REQUIRED WORK: Identify, in the records below, every line where the string "number" appears, and copy each such line.

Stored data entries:
Segment Open

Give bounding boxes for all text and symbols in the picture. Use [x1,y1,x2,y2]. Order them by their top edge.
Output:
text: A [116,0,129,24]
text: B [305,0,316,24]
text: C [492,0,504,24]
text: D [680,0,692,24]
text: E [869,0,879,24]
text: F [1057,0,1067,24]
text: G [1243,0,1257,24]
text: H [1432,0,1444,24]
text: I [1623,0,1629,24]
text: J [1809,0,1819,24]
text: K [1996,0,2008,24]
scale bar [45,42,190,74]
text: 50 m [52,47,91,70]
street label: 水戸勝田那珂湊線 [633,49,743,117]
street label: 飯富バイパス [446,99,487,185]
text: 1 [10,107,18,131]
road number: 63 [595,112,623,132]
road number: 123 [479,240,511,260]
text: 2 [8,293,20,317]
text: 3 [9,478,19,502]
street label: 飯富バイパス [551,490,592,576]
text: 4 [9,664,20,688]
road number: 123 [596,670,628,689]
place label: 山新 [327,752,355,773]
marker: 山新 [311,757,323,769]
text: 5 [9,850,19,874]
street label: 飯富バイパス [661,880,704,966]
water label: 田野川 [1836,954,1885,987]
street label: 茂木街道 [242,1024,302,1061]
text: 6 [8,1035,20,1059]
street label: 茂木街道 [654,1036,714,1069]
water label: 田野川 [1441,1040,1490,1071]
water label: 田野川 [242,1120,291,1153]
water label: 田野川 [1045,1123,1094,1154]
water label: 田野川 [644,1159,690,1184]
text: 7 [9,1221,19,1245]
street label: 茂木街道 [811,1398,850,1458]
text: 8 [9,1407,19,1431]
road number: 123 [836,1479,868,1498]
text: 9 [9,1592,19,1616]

Segment Closed

REPLY:
road number: 63 [595,112,623,132]
road number: 123 [479,240,511,260]
road number: 123 [596,670,628,689]
road number: 123 [836,1479,868,1498]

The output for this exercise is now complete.